如何使用shell在每第n列插入分隔符

Question

我的数据如下

11111 22222 33333 44444                       55555           66666

我想输出数据如下

11111,22222,3333,4444                       ,55555           ,66666

我尝试使用逗号转换空格来使用tr命令，但是在4444 OR 55555之后得到所有逗号。注意：4444和5555之间有很多空格。是否可以在6号，12号填充空格，17号，46号等用逗号列？

Answer 1

这不就是你要找的吗？ （猜测你想要的输出中缺少4个是错字）

sed -E 's/ ([0-9])/,\1/g' data

（如果你在Mac上，请使用-r代替-E。

Answer 2

如果您的实际Input_file与显示的示例相同，那么以下内容也可能对您有所帮助。
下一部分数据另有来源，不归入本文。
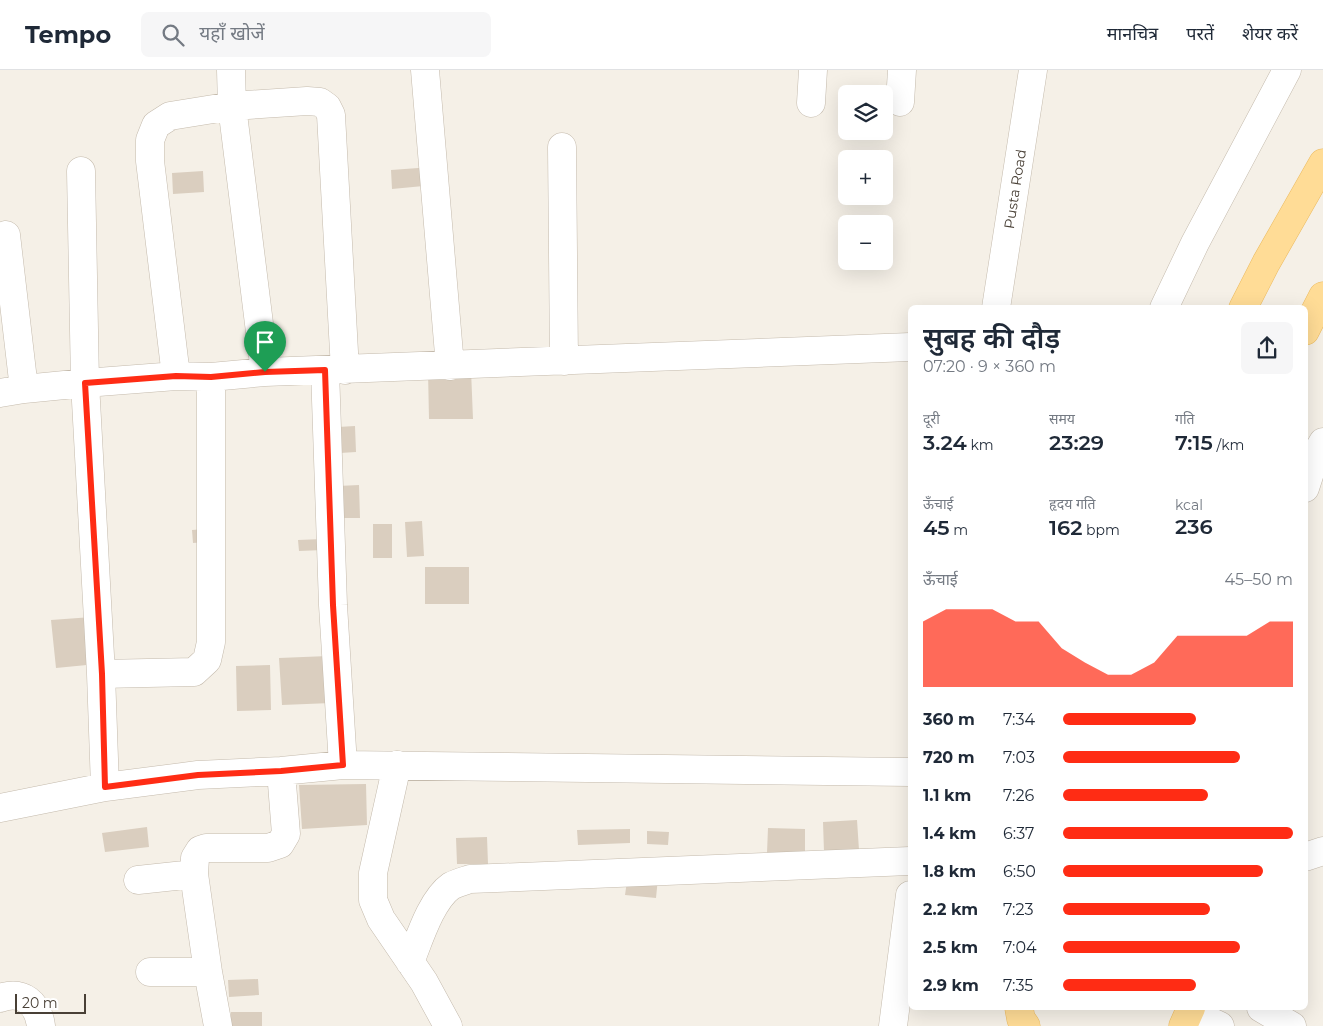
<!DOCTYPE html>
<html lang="hi">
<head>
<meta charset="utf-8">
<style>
  body { margin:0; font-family:Montserrat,"Noto Sans Devanagari",sans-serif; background:#f6f6f7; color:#1f2937; height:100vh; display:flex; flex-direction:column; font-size:19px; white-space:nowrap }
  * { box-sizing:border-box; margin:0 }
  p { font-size:16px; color:#747a83 }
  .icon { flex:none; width:28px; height:28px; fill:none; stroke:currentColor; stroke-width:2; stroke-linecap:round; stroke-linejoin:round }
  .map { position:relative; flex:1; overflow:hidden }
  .sheet { position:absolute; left:908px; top:235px; width:400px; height:705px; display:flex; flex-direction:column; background:#fff; border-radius:8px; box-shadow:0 5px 20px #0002 }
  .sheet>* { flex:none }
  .fabs { position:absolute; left:838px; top:15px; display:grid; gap:10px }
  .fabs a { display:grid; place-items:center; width:55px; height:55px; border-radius:8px; background:#fff; box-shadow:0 5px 20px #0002; font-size:25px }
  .scale { position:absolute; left:15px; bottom:12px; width:71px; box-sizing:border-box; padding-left:5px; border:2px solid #494036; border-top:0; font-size:14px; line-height:18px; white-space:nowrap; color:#494036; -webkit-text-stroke:4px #fff; paint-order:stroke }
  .pin { position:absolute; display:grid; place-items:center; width:42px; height:42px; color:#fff; margin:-51px -21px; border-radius:50% 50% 50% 0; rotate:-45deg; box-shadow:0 0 5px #0007 }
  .pin .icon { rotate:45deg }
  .round { display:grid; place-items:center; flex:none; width:52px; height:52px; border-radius:8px; background:#f6f6f7 }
  .overview { display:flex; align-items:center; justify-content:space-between; height:85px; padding:0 15px }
  h1 { font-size:28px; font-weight:600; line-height:38px }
  .metrics { display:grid; grid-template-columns:repeat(3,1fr); gap:8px; height:85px; padding:5px 15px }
  .metrics div { display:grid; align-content:center }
  .metrics b { font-size:21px; font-weight:600 }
  .metrics small { font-size:14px; font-weight:400 }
  .metrics p { font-size:14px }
  .chart { height:140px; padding:10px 15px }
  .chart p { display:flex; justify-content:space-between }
  .chart svg { width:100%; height:90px; margin-top:5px; fill:#ff2c14; opacity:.7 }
  ul { padding:0 15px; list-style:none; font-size:16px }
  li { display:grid; grid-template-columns:80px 60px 1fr; align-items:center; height:38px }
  li i { height:12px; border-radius:6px; background:#ff2c14 }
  header { display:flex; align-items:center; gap:30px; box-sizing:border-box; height:70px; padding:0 25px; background:#fff; border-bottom:1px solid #e0e1e3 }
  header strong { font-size:24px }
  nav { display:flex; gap:28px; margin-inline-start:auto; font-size:18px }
  .search { width:350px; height:45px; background:#f6f6f7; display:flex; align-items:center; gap:12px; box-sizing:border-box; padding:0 18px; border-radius:8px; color:#747a83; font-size:19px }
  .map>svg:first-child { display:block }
  .building { fill:#dacebf }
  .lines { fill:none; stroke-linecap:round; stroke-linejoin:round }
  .minor-casing { stroke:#c4baac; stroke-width:29 }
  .major-casing { stroke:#ebba5f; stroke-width:29 }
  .minor { stroke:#fff; stroke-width:28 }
  .major { stroke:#ffdc96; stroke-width:28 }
  .route-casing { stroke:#fff; stroke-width:10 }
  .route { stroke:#ff2c14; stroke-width:6 }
  .labels { text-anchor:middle; stroke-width:4; stroke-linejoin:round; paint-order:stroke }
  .street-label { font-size:14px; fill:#494036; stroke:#fff }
</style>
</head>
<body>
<header>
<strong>Tempo</strong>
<div class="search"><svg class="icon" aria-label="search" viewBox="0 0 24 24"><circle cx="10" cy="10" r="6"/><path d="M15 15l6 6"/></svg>यहाँ खोजें</div>
<nav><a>मानचित्र</a><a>परतें</a><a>शेयर करें</a></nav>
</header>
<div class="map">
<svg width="1323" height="956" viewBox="0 0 1323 956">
  <rect width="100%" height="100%" fill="#f5f0e7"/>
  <path class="building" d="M432,97L434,115L392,119L391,100Z
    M203,101L204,122L173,124L172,103Z
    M471,300L473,349H429L428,301Z
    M355,356L356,382L340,383L338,357Z
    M359,415L360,448H339L338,416Z
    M422,451L424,486L407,487L405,452Z
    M373,454H392V488H373Z
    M205,459L206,472L193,473L192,460Z
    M323,469V480L299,481L298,470Z
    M425,497H469V534H425Z
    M92,547L97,594L56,598L51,550Z
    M328,586L331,633L282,635L279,588Z
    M270,595L271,640L237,641L236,596Z
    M366,714L367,755L302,759L299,715Z
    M857,750L859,780L824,782L823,752Z
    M147,757L149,777L105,782L102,763Z
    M768,758L805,759V784L767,783Z
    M630,759V773L578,775L577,760Z
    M647,761L669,762L668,775L647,774Z
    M487,767L488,794H457L456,768Z
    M628,804L658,808L656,828L625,825Z
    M258,909L259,925L229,927L228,910Z
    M231,942H262V956H231Z"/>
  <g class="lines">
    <g class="minor-casing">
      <path id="minor" d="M231,0L232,36L265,302
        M425,0L450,296
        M900,32L902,0
        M811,33L813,0
        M562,77L564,291
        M81,101L85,313L101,604L105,717
        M6,165L24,319
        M996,238L1033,0
        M1164,238L1195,173L1287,0
        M325,300L333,535L343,695
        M176,306L150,91V70L156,55L170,46L232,36L307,31L320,32L327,37L331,45L345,300
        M0,323L24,319L85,313L176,306L211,307L265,302L910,277
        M1305,418L1316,384L1323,372
        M101,604L194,602L207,590L211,572V307
        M397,695L373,803V830L381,849L424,912L448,956
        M0,738L105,717L198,705L281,701L343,695L910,702
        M1305,787L1323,781
        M138,810L194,804
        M410,892C419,870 431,830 451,816C457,813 464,811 470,809L910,791
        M150,902H208
        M0,928C23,920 38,933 41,956
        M1261,938L1292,956
        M1190,942L1220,956
        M218,956L208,902L194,804L195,788L200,780L206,778H268L280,774L286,764L281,701
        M893,956L910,825"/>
    </g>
    <g class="major-casing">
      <path id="major" d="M1243,238L1266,193L1323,93
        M1305,261L1323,226
        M1019,938L1021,949L1026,956
        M1183,956L1191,938"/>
    </g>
    <use href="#minor" class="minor"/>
    <use href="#major" class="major"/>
  </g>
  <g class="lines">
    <g class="route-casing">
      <path id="route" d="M325,300L333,535L343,695L281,701L198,705L105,717L102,604L85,313L176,306L211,307L265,302Z"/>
    </g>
    <use href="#route" class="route"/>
  </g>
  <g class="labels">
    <g class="street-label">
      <text transform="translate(1015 119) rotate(-81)" y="5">Pusta Road</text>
    </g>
  </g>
</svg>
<div class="fabs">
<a><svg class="icon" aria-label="layers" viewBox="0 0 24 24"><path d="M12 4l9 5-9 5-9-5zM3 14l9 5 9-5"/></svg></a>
<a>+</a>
<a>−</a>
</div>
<div class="scale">20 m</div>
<div class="pin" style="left:265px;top:302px;background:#1e9e55"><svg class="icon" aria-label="arrive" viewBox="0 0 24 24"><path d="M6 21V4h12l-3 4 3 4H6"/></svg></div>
<section class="sheet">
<div class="overview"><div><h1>सुबह की दौड़</h1><p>07:20 · 9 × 360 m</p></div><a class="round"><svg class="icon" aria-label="share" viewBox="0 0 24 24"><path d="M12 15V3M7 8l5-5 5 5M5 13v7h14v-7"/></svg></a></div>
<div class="metrics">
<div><p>दूरी</p><b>3.24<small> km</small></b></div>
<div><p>समय</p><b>23:29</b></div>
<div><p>गति</p><b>7:15<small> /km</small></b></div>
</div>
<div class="metrics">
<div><p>ऊँचाई</p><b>45<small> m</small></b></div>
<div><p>हृदय गति</p><b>162<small> bpm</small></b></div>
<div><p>kcal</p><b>236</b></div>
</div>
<div class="chart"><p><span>ऊँचाई</span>45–50 m</p>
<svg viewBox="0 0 160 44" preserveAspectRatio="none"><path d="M0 44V12L10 6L20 6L30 6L40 12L50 12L60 25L70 32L80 38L90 38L100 32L110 19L120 19L130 19L140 19L150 12L160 12V44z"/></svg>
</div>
<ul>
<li><b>360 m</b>7:34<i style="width:58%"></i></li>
<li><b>720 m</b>7:03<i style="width:77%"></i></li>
<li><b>1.1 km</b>7:26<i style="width:63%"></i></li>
<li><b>1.4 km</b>6:37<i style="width:100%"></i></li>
<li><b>1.8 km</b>6:50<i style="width:87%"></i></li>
<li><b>2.2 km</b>7:23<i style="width:64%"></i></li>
<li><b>2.5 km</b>7:04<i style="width:77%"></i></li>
<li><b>2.9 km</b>7:35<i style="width:58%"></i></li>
</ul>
</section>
</div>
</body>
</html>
awk '{gsub(/ [0-9]+/,",&");gsub(/, /,",")} 1'   Input_file

输出如下。

11111,22222,33333,44444                      ,55555          ,66666

上述命令的说明：

awk '{
gsub(/ [0-9]+/,",&"); ##gsub is awk utility to substitute things, so its format is gsub(regex_for_strings_to_be_replaced,with_whom_it_should_be_replaced,variable/line). So here I am substituting globally space then all digits(continuous ones) with a comma and (matched regex itself, which is space then all digits(continuous ones)).
gsub(/, /,",")        ##Using gsub again here to replace comma then space(, ) with only comma(,), to get the output into same shape in which OP has asked, it will remove space between command and digits which was created in above command.
}
1                     ##awk works on method of condition then action, so here I am making condition as TRUE by mentioning 1 and not mentioning any action so be default print action will happen, print of current line.
' Input_file          ##Mentioning Input_file name here.